Bloomington, Ind.--FTR’s Shippers Conditions Index (SCI) for June improved a point from the previous month to a reading of -6.5. The improvement may be short lived, however, as FTR forecasts the index to fall back again in July and,...



Bloomington, Ind.–FTR’s Shippers Conditions Index (SCI) for June improved a point from the previous month to a reading of -6.5. The improvement may be short lived, however, as FTR forecasts the index to fall back again in July and, moving forward through the end of the year, settling in a range similar to or lower than May. Both spot rates and contract rates to move freight are increasing in a full capacity environment, and that is not expected to change. As the fall shipping season surge comes to fruition, conditions for shippers will only deteriorate more.

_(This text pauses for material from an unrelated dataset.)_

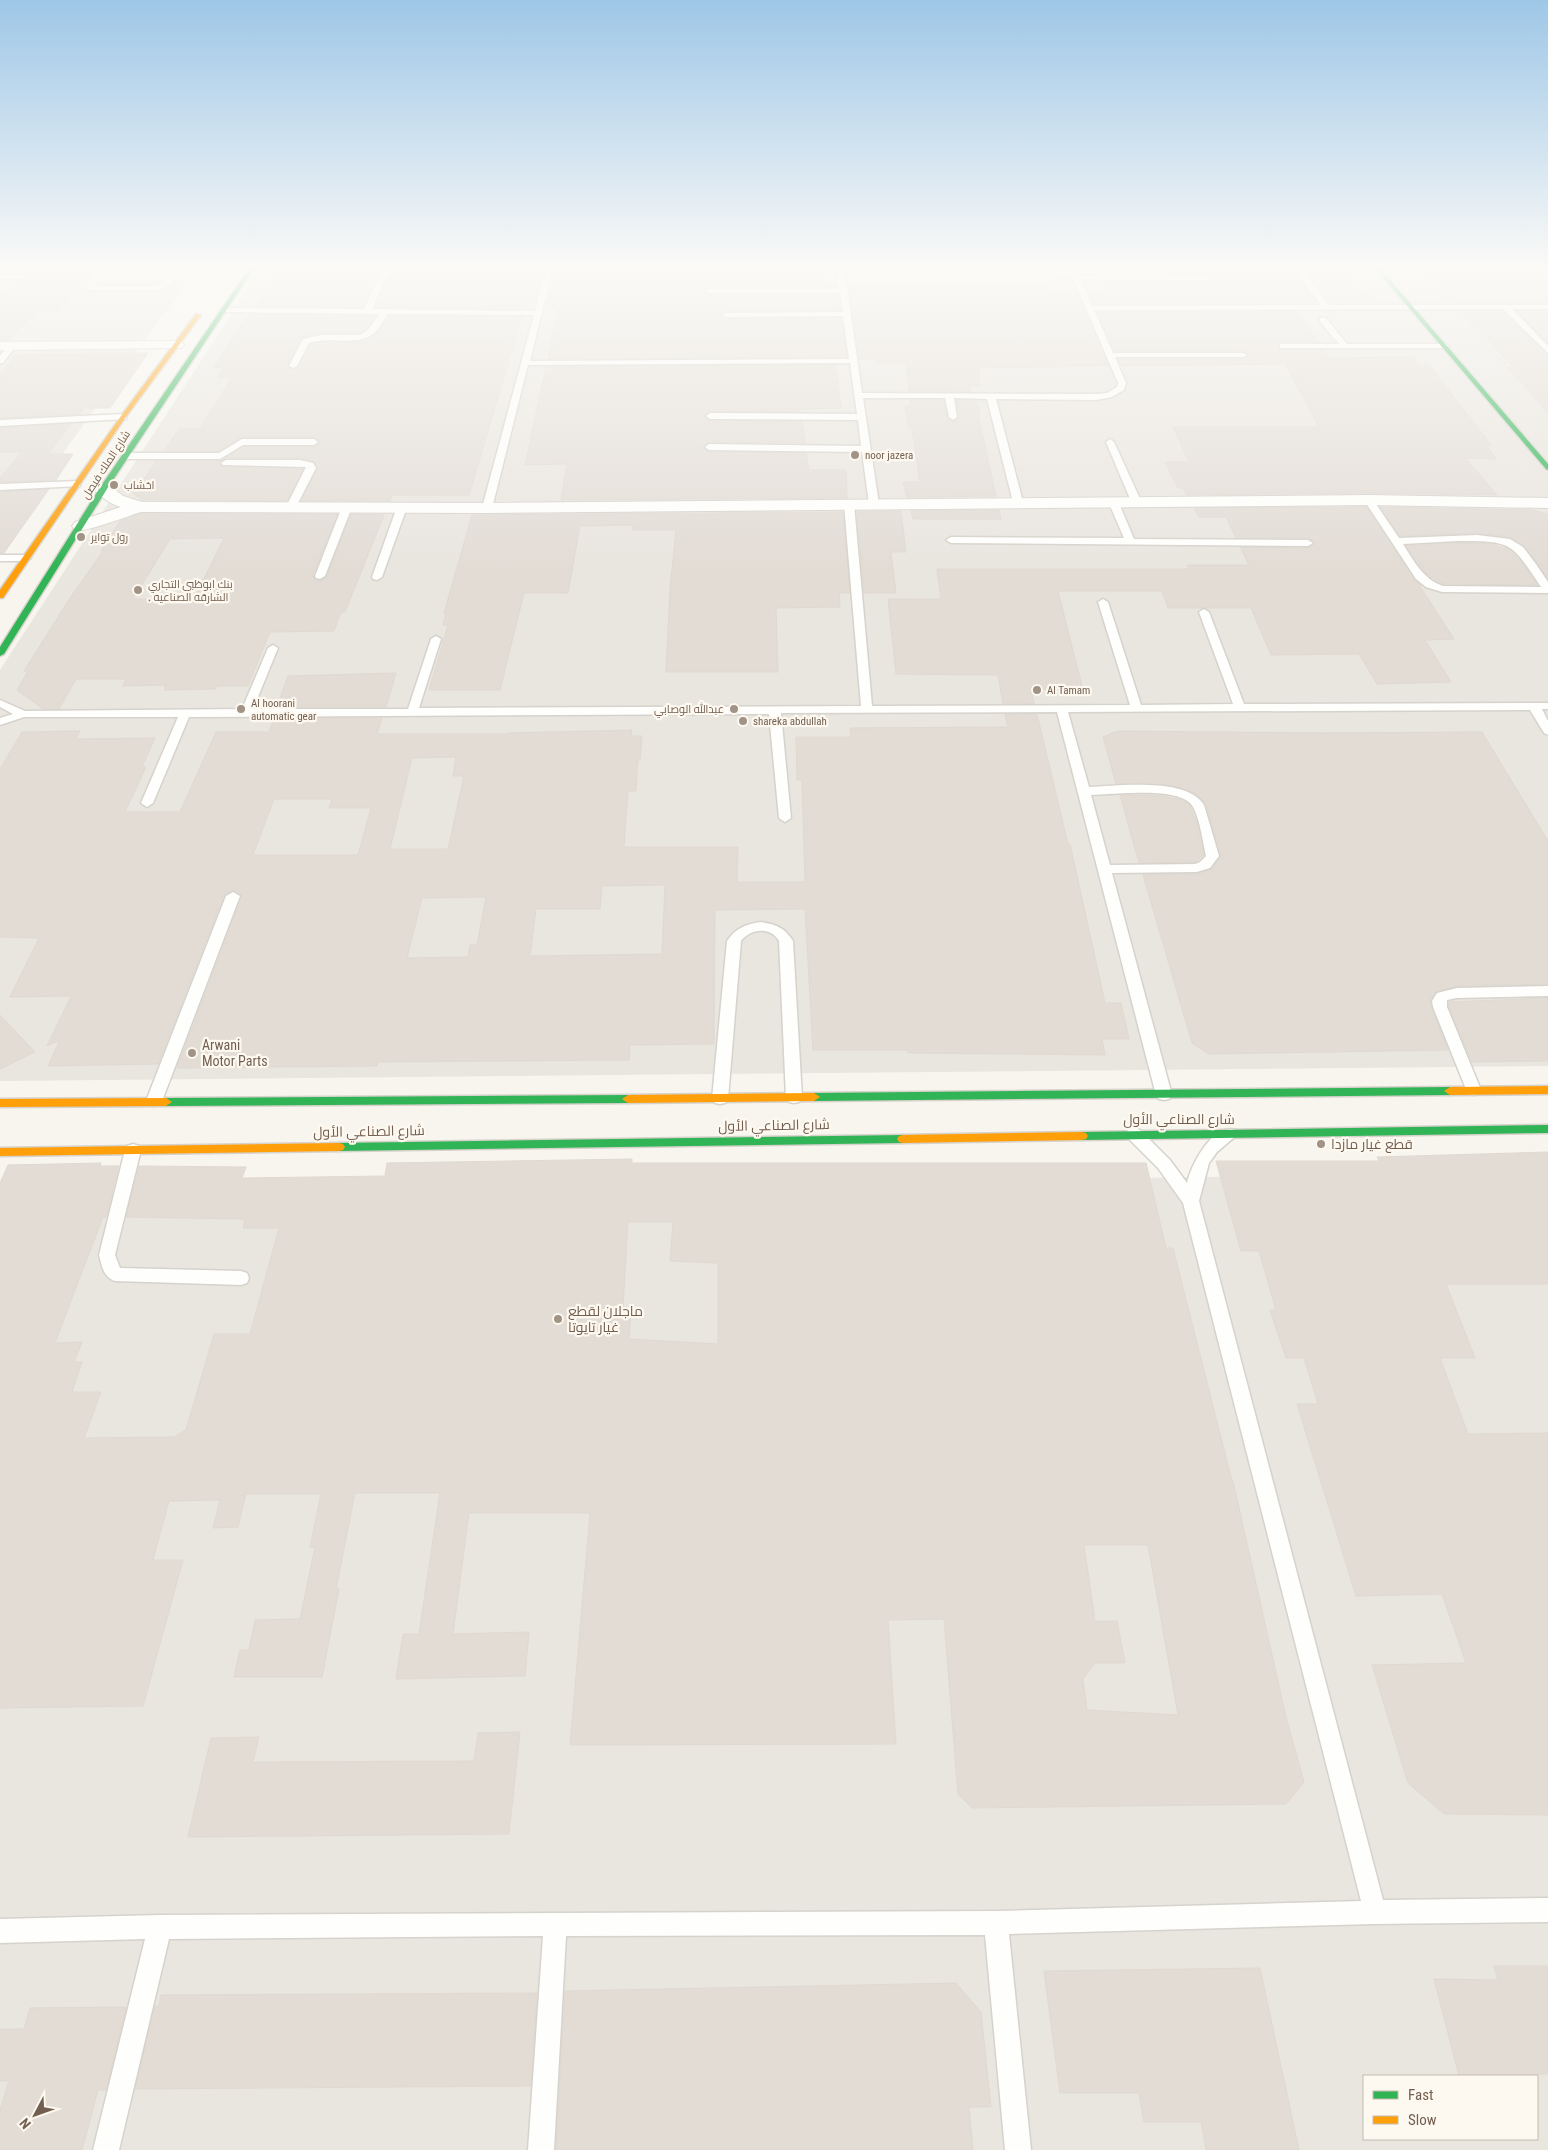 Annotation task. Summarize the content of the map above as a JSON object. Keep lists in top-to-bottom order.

 “While the June SCI moved in a positive way for shippers, it still remains quite negative and highlights that they are operating in a capacity constrained environment. To date in this recovery, aside from the weather-plagued winter of 2014, freight growth has been both fairly stable and relatively modest. This has allowed fleets to operate with very little excess capacity and keep contract rates relatively low as they focused on baseload contracts. This has moved much of the demand fluctuations to the spot market – in which price swings can be much more dramatic. Spot rates have started to show an early upward movement at the end of the summer season, highlighting potential capacity issues as we move into the fall freight shipping season. Contract rates will be moving up, but it will be wise to watch spot rate activity to see how demand and capacity are matching up,” said Jonathan Starks, FTR’s Director of Transportation Analysis.

The Shippers Conditions Index is a compilation of factors affecting the shippers transport environment. Any reading below zero indicates a less-than-ideal environment for shippers. Readings below 10 signal that conditions for shippers are approaching critical levels, based on available capacity and expected rates.